(Items listed in a dataset)
^^^^^^^^^^^^^^^^
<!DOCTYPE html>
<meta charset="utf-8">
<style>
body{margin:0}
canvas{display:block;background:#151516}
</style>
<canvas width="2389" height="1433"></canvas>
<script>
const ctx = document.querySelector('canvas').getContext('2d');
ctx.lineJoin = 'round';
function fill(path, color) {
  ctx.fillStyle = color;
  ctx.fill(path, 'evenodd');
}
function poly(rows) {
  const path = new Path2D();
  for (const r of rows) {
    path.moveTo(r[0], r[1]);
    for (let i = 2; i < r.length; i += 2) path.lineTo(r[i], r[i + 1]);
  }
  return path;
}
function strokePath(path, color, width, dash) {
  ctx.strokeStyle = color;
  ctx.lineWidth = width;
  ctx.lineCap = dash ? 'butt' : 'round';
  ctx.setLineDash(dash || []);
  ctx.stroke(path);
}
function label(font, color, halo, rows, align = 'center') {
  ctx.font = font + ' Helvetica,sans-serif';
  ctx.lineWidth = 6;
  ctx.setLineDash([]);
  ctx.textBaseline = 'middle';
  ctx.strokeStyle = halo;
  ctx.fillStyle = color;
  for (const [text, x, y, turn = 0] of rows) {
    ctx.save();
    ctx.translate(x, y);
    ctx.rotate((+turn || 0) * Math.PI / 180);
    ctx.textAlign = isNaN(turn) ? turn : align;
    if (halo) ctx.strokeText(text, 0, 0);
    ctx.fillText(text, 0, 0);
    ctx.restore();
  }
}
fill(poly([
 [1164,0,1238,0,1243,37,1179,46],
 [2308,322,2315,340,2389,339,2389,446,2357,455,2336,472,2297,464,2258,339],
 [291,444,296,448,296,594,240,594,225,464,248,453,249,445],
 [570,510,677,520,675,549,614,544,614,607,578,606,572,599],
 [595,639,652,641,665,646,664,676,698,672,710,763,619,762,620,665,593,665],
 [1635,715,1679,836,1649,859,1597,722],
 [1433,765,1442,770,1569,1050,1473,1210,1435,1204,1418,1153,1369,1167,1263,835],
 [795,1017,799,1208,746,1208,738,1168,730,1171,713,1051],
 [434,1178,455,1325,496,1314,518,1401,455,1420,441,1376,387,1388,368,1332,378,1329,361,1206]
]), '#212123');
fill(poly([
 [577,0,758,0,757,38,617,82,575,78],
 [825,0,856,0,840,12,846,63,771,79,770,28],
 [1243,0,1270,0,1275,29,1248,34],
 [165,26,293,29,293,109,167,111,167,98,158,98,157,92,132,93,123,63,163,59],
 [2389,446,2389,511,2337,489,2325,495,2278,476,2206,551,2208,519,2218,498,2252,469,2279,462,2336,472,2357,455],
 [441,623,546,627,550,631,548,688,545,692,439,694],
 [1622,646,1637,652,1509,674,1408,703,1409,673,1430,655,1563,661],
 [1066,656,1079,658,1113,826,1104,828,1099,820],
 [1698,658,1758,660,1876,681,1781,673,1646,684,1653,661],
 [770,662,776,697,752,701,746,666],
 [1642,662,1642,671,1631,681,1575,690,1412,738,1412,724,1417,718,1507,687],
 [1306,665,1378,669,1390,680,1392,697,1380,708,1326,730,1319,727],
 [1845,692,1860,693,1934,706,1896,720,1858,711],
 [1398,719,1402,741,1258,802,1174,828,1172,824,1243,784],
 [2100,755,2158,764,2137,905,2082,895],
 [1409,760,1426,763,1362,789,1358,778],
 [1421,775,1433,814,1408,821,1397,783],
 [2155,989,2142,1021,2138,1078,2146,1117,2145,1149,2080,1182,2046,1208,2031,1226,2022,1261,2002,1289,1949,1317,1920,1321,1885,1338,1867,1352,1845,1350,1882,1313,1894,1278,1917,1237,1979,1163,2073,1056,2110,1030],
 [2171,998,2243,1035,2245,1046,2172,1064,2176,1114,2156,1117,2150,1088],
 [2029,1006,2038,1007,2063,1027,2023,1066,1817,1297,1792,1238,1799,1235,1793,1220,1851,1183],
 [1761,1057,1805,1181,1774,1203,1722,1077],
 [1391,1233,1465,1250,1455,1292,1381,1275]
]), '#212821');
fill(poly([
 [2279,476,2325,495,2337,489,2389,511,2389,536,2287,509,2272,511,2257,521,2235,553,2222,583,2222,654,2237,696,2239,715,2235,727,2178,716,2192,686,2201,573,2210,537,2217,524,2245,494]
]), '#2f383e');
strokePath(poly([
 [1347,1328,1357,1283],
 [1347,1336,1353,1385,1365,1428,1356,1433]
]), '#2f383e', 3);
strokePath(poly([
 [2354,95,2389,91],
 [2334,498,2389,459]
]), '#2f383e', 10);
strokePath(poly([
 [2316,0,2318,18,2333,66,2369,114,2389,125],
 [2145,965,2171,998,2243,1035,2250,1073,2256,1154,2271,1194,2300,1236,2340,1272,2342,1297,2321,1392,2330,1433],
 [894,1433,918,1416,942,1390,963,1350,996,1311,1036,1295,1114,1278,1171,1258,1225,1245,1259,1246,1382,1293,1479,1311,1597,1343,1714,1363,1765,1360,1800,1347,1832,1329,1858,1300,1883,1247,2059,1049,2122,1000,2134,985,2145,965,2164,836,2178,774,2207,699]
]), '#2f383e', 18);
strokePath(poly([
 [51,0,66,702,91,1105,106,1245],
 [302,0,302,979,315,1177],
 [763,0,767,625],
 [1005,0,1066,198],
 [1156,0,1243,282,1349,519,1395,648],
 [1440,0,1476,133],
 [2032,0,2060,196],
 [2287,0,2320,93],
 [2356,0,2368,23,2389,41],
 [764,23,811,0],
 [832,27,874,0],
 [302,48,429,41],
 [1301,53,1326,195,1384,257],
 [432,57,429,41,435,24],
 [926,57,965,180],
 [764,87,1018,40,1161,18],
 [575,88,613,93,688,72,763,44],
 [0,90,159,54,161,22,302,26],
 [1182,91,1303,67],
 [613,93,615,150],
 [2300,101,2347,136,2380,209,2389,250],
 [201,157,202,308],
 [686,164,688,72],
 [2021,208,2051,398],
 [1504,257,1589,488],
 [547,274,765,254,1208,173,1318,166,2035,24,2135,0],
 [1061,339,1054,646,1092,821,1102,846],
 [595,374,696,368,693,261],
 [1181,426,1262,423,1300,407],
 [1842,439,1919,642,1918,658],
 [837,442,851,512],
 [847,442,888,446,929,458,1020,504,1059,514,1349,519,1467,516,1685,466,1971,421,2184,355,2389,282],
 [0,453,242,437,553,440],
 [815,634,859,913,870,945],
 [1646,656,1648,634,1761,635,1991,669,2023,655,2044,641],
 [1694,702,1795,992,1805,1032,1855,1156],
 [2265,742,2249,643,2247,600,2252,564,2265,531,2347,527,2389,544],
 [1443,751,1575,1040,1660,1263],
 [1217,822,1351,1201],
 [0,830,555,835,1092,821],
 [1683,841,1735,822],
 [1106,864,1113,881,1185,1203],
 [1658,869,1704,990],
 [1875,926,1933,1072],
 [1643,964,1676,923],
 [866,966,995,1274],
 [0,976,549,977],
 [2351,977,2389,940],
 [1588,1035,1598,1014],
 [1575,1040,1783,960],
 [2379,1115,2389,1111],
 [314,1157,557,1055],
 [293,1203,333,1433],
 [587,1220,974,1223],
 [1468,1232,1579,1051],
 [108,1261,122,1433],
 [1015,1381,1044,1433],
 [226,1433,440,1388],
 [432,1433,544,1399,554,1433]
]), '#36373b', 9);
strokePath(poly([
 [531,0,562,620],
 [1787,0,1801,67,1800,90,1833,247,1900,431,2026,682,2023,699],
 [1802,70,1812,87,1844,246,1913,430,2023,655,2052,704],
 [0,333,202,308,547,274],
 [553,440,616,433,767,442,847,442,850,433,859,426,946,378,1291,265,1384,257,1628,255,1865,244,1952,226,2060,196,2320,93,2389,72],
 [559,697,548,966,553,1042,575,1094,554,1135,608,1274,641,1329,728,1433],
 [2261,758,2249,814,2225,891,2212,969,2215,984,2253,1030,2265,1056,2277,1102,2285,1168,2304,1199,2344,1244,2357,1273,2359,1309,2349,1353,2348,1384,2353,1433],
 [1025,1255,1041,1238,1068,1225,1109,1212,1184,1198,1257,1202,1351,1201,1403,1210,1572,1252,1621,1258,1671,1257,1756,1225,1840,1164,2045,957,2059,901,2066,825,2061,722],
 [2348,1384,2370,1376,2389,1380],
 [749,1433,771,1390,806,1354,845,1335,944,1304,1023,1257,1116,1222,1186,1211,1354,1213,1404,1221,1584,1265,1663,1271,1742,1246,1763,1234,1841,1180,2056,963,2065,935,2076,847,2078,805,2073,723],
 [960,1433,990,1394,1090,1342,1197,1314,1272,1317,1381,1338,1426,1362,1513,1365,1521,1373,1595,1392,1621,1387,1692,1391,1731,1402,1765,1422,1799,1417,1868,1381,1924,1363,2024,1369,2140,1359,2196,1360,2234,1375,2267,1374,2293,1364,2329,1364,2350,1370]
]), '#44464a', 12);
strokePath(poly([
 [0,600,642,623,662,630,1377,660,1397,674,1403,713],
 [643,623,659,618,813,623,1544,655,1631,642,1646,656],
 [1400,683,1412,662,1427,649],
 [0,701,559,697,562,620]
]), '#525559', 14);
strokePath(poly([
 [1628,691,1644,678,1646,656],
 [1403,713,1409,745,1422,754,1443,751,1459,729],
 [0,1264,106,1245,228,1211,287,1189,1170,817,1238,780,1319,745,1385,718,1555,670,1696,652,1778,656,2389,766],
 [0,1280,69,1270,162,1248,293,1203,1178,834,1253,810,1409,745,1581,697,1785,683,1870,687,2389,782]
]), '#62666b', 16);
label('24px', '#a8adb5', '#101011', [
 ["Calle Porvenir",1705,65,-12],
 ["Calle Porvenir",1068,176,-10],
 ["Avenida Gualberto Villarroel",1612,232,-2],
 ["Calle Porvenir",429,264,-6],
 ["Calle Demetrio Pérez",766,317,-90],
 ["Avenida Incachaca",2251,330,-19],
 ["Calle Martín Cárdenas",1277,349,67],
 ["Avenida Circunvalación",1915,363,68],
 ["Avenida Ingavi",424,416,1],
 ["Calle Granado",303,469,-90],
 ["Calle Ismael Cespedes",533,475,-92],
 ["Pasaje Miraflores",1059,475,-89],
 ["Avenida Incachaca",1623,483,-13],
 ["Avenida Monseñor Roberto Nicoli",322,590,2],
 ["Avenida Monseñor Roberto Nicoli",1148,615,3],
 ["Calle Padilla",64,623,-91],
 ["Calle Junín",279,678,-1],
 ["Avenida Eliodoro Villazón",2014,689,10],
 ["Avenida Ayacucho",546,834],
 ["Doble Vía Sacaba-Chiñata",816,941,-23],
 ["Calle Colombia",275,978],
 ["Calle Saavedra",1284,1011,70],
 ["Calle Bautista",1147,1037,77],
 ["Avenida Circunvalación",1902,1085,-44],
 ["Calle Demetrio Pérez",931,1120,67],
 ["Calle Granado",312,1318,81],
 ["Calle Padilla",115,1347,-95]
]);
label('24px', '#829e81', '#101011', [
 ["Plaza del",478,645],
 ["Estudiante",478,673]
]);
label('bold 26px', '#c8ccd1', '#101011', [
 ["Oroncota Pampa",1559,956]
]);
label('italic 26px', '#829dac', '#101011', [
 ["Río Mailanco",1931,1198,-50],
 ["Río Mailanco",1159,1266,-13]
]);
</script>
^^^^^^^^^^^^^^^^
All lines above that include the word "const" should be located and copied.

const ctx = document.querySelector('canvas').getContext('2d');
  const path = new Path2D();
  for (const r of rows) {
  for (const [text, x, y, turn = 0] of rows) {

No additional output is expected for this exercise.